__RECORDS FOR THE EXERCISE__.
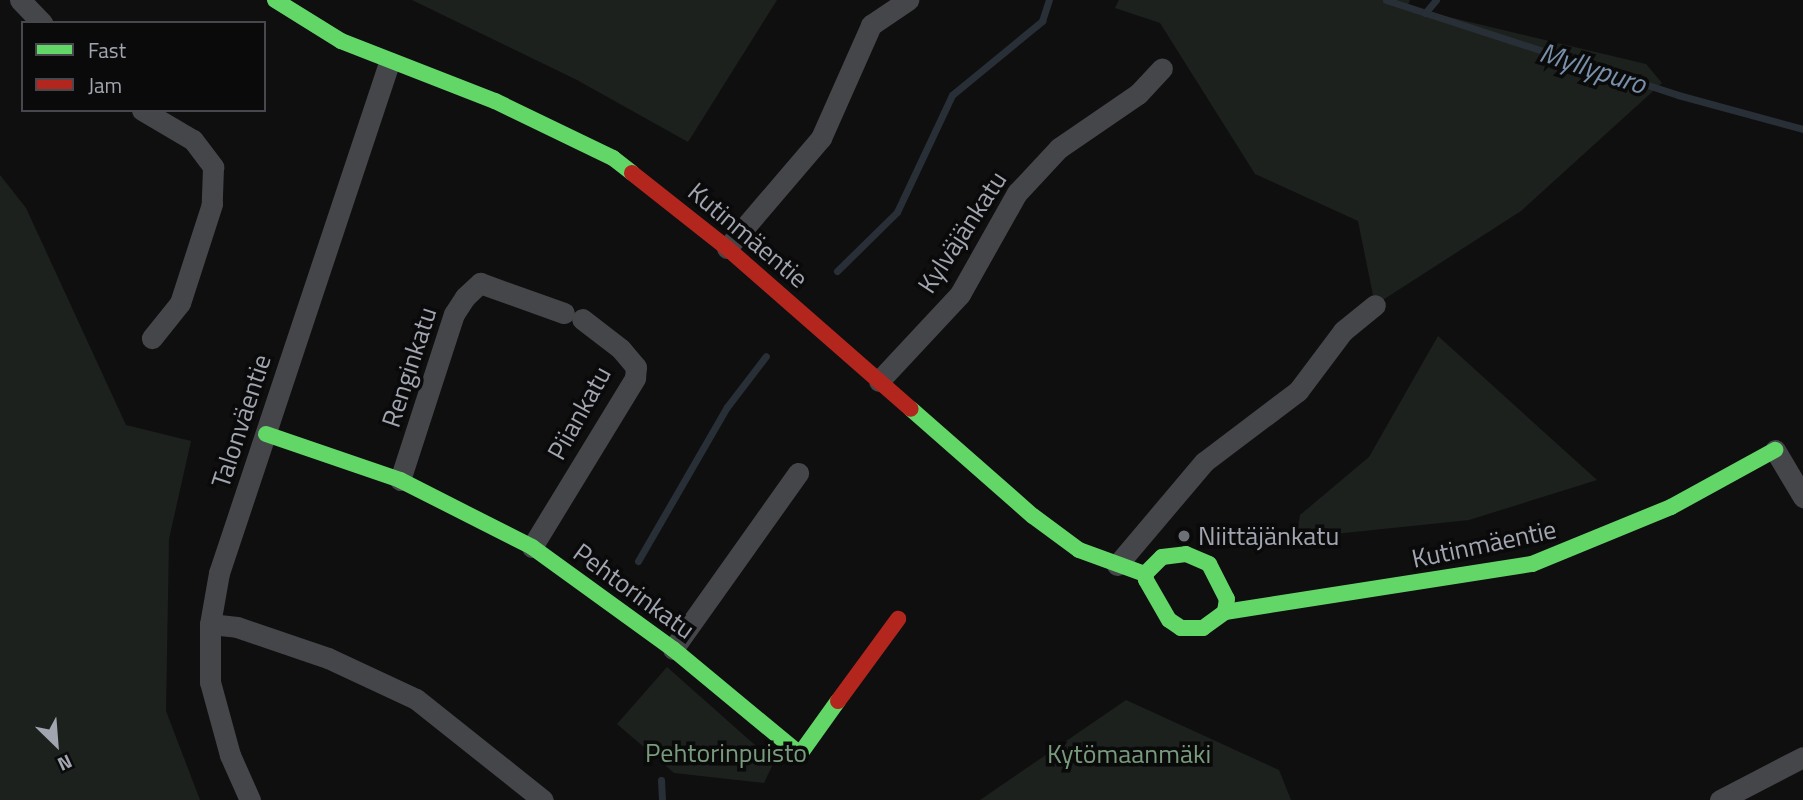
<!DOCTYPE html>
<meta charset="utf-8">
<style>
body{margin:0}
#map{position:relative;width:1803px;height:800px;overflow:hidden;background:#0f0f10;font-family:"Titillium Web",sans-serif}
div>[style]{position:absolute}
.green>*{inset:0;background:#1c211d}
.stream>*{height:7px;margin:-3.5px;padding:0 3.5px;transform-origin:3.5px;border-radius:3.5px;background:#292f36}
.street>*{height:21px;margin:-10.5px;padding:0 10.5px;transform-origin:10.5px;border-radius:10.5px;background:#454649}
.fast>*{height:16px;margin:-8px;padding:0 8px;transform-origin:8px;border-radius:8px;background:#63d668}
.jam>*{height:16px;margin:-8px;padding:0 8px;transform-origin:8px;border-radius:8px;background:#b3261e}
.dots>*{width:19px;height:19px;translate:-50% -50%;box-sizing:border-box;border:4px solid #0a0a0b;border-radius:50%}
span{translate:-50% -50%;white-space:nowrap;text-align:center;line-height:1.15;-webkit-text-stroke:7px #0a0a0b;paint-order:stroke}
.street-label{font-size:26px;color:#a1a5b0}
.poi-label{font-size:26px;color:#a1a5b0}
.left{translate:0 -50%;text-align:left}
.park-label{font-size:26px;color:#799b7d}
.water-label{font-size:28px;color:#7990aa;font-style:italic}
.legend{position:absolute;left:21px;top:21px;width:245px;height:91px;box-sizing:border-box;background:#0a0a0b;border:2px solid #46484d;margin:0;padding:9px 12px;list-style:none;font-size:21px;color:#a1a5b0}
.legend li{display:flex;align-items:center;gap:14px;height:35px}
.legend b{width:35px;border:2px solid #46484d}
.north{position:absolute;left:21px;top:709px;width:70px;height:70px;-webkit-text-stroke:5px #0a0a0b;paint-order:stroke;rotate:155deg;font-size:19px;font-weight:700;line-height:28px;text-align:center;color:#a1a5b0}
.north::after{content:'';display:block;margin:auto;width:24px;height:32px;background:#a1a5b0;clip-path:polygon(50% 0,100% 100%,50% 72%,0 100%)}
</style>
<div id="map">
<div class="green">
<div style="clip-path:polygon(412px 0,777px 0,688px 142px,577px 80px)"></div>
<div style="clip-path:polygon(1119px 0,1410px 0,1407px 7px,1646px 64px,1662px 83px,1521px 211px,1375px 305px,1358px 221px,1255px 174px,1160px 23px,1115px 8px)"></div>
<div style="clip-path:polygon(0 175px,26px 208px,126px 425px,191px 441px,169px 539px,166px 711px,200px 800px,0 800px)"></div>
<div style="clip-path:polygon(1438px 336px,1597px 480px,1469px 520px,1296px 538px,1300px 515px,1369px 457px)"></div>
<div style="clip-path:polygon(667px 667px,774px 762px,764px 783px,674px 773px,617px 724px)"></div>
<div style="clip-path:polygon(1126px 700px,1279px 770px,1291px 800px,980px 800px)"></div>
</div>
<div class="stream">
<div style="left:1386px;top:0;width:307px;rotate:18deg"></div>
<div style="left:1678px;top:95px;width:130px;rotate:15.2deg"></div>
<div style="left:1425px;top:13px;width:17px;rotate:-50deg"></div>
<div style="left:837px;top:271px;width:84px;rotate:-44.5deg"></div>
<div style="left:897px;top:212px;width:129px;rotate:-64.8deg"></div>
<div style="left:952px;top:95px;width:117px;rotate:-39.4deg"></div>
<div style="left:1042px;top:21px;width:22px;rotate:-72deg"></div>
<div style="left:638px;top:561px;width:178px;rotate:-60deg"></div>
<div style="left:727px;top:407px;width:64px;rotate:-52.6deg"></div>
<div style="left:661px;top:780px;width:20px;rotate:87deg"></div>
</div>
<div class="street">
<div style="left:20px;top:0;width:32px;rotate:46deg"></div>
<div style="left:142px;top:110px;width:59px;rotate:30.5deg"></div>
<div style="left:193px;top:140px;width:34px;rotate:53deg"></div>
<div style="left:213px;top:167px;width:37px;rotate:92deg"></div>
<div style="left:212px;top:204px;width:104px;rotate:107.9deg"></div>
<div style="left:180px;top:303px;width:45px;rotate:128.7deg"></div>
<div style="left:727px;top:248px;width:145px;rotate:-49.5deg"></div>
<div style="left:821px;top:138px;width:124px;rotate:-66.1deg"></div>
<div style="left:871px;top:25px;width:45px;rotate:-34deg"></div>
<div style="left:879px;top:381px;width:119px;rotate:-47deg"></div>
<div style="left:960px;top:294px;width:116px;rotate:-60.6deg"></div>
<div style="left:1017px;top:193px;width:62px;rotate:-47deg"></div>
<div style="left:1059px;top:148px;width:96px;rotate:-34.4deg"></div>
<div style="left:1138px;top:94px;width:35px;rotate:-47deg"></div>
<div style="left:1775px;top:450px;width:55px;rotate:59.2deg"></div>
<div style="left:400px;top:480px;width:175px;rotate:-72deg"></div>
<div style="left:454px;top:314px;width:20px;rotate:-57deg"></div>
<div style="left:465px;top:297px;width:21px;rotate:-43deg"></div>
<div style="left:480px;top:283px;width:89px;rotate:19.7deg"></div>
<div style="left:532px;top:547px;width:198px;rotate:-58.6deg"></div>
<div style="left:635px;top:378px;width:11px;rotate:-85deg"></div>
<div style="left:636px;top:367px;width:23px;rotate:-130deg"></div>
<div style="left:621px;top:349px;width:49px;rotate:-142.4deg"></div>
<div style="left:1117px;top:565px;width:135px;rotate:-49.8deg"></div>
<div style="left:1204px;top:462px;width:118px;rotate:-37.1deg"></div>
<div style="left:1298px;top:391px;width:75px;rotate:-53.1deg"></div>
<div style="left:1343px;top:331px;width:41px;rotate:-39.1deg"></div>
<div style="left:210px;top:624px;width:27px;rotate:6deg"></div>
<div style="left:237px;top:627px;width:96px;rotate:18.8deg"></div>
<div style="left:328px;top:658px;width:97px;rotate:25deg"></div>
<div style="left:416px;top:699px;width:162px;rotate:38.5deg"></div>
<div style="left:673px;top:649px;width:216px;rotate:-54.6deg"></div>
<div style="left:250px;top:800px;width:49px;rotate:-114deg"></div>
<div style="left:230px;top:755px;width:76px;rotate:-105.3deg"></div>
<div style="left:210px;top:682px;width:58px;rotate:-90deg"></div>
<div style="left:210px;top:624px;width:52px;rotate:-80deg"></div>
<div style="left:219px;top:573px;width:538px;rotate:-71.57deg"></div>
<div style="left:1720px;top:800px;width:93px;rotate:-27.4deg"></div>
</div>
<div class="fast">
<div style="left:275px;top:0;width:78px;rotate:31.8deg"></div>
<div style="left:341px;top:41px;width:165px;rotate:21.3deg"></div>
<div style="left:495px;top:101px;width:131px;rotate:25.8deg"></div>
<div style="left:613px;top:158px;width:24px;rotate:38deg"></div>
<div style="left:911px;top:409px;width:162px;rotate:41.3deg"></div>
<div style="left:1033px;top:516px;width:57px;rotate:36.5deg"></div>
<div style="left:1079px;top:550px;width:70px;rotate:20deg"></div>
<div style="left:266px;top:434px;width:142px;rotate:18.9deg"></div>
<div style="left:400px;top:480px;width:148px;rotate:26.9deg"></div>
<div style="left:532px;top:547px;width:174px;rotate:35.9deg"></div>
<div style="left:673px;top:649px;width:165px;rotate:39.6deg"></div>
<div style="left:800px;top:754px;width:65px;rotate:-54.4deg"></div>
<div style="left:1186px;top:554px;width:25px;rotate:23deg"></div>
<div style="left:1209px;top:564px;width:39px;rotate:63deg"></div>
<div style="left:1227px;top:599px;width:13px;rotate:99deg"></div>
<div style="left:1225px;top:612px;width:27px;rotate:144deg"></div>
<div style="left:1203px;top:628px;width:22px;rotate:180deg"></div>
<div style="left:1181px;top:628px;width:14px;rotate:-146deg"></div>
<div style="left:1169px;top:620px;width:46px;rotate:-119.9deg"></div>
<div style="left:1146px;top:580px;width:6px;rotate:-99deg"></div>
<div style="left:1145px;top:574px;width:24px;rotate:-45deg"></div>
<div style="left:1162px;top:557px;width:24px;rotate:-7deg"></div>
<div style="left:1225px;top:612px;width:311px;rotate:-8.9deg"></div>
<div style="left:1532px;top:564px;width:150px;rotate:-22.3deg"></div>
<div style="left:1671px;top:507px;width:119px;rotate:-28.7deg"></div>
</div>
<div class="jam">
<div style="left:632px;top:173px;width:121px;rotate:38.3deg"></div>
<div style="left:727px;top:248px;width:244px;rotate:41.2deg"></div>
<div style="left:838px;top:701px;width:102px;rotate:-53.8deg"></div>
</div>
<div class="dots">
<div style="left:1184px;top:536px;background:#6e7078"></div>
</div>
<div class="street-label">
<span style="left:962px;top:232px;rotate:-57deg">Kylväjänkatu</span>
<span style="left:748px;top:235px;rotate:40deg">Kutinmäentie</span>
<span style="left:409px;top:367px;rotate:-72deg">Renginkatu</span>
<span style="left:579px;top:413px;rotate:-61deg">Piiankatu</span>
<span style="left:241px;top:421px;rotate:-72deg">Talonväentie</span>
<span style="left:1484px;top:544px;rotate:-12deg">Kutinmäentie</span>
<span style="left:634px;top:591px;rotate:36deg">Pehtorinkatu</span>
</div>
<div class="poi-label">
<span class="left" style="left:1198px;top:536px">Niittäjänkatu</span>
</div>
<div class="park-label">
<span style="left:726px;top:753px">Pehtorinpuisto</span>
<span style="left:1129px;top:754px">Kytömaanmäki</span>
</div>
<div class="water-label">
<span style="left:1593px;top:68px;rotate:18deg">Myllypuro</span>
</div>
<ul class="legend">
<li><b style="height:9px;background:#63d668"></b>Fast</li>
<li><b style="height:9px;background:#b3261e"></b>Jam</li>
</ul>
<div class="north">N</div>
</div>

__WHAT THE TASK ASKS__.
Compute the number of lines above that contain the string "sizing". Reply with that value only.

__OUTPUT OF THE EXERCISE__.
2